Ever since Beyond Meat launched nine years ago, it has maintained an ambitious goal: create plant-based meat that looks and tastes like the real thing.
A long list of investors seem to believe in that mission, including Bill Gates, Leonardo DiCaprio, Twitter co-founders Biz Stone and Evan Williams, former McDonald’s CEO Don Thompson, and Tyson Foods.
Beyond Meat’s plant-based burger, the Beyond Burger, as well as its “chicken” products (made from soy and pea protein, yeast extract, and rice flour) are now available in over 500 grocery stores, 100 BurgerFi locations, and six TGI Fridays.
Now the Beyond Meat team is taking on sausage.
I tried all three flavours: hot Italian, sweet Italian, and brat. They looked exactly like raw beef, but they’re primarily made from pea protein, rice, fava beans, potato starch, and coconut oil. Like the Beyond Burger, the sausages also contain beet juice, which gives them a reddish colour.
Compared to traditional sausage, Beyond’s sausage has two more grams of protein, about half the fat, and 140 milligrams less sodium.
Even without oil, the plant-based sausages sizzled and browned like meat on the skillet. They smelled similar to meat sausage as well. After seven minutes, they were done. The three links generated a lot of liquid on the skillet, although it didn’t really look like normal pork juices.

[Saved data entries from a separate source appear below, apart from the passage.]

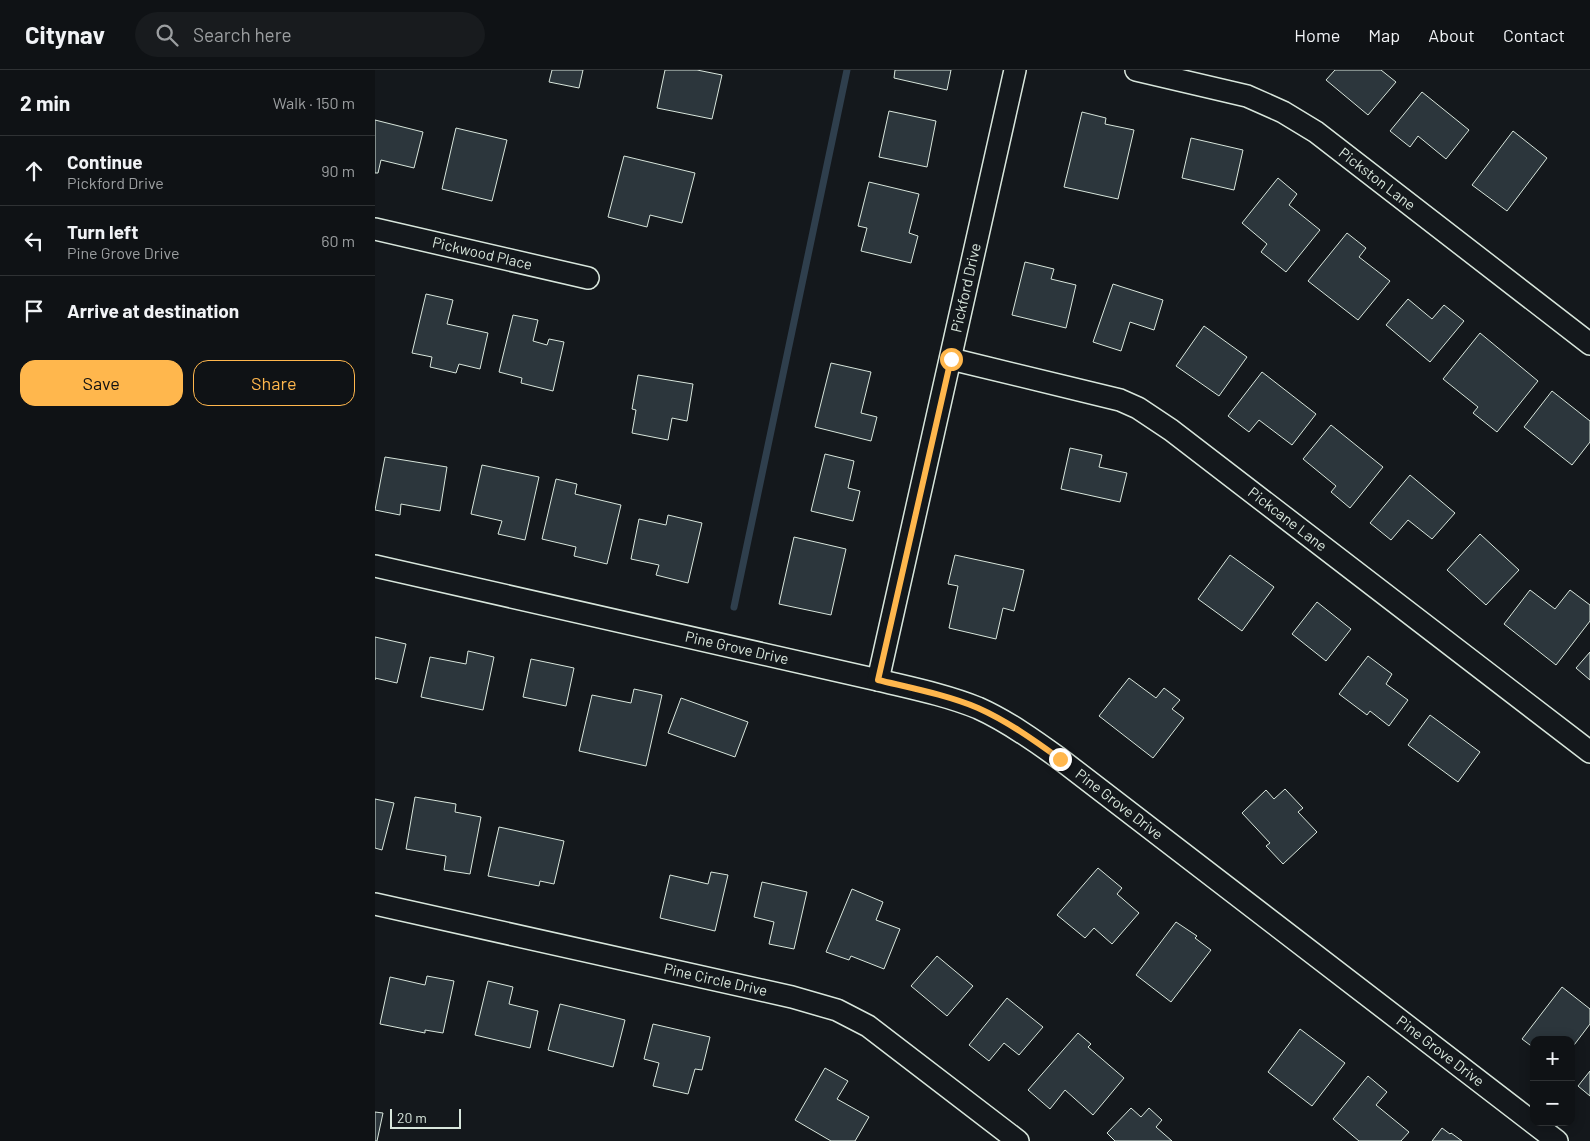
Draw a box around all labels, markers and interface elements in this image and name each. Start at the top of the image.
search box [135,12,485,57]
text: Citynav [25,20,105,49]
icon: search [153,21,181,49]
text: Search here [193,23,292,46]
text: Home [1294,24,1340,46]
text: Map [1368,24,1400,46]
text: About [1428,24,1475,46]
text: Contact [1503,24,1565,46]
text: 2 min [20,90,70,115]
text: Walk · 150 m [273,93,355,112]
street label: Pickston Lane [1336,143,1419,214]
text: Continue [67,150,143,173]
icon: ahead [20,157,48,185]
text: 90 m [321,161,355,180]
text: Pickford Drive [67,173,164,192]
text: Turn left [67,220,138,243]
icon: left [20,227,48,255]
text: 60 m [321,231,355,250]
street label: Pickwood Place [431,232,534,273]
street label: Pickford Drive [946,241,984,334]
text: Pine Grove Drive [67,243,179,262]
icon: arrive [20,297,48,325]
text: Arrive at destination [67,299,239,322]
route start [940,348,963,371]
button: Save [20,360,183,406]
button: Share [193,360,355,406]
street label: Pickcane Lane [1245,483,1331,555]
street label: Pine Grove Drive [684,627,791,667]
route end [1049,748,1072,771]
street label: Pine Grove Drive [1072,764,1167,843]
street label: Pine Circle Drive [662,959,769,999]
street label: Pine Grove Drive [1394,1011,1488,1090]
map controls [1530,1036,1575,1126]
button: + [1530,1036,1575,1081]
button: − [1530,1081,1575,1126]
scale bar [390,1106,461,1129]
text: 20 m [397,1109,427,1126]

I cut up a few pieces of the hot Italian one and took a bite. In a blind taste test, it wouldn’t fool me as sausage, but its texture was very close. The brat sausage’s texture was a little softer, which makes sense, since real brat is typically made from finely ground pork and bacon. My favourite was the last flavour, sweet Italian, even though I could tell immediately it was not made from real meat. All three were juicy.
According to Brown, the sausage is the closest the company has gotten to mimicking real meat. I’d have to agree. Last year,I tried the Beyond Burger, and it tasted less like beef than the Beyond Sausage tastes like sausage. The company’s research and development team has been working on the sausage line for the past year.

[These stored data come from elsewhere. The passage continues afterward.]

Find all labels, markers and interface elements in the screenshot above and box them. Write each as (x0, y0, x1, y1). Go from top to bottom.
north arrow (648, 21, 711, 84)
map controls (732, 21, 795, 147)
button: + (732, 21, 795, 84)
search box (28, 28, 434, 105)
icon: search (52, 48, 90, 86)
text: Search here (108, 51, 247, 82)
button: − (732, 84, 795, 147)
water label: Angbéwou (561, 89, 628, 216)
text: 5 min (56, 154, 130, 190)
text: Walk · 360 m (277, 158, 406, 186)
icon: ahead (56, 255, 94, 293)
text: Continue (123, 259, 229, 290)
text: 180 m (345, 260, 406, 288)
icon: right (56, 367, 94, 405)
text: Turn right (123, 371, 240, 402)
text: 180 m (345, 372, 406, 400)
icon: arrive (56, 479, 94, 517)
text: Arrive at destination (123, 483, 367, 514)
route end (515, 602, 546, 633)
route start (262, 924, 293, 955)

“When you look at where to innovate from a revenue perspective, you want to focus not only on the largest segments of the meat industry first, but also the ones where the consumer is active in reducing consumption of the particular animal protein,” Brown said. “We know that some consumers are pulling back from beef, and that processed meats including sausages are continuing to receive attention for health considerations.”
Beyond Meat aims to shake up the $US48 trillion global meat industry by creating palatable alternatives. Since the Beyond Burger and Sausage are close to the real thing, they may represent a step towards creating more environmentally friendly “meat.”
Global sales of plant-based meat have grown 6% since last year, according to a recent Nielsen report. And both Whole Foods’ and Pinterest’s2018 food trends reports predict that plant-based dishes will continue to become more mainstream.
That means it may become even more important for Beyond Meat to differentiate itself from competitors. One rival, Impossible Foods, has received rave reviews for its vegetarian Impossible Burger, including one from world-renowned chef and Momofuku founder David Chang. But Impossible Foods has not come out with a sausage – and for now, the Impossible Burger is only available in restaurants.
Brown “loves competition as long as we are winning.”
“I am less focused on the competition and more focused on getting closer to our True North: building meat from plants that is indistinguishable from its animal protein equivalent,” he said. “We aren’t there yet, but every year we get closer.”
Persuading a large percentage of Americans to change their meat-eating habits will be hard to pull off. But companies like Beyond Meat seem to be inching closer toward that objective.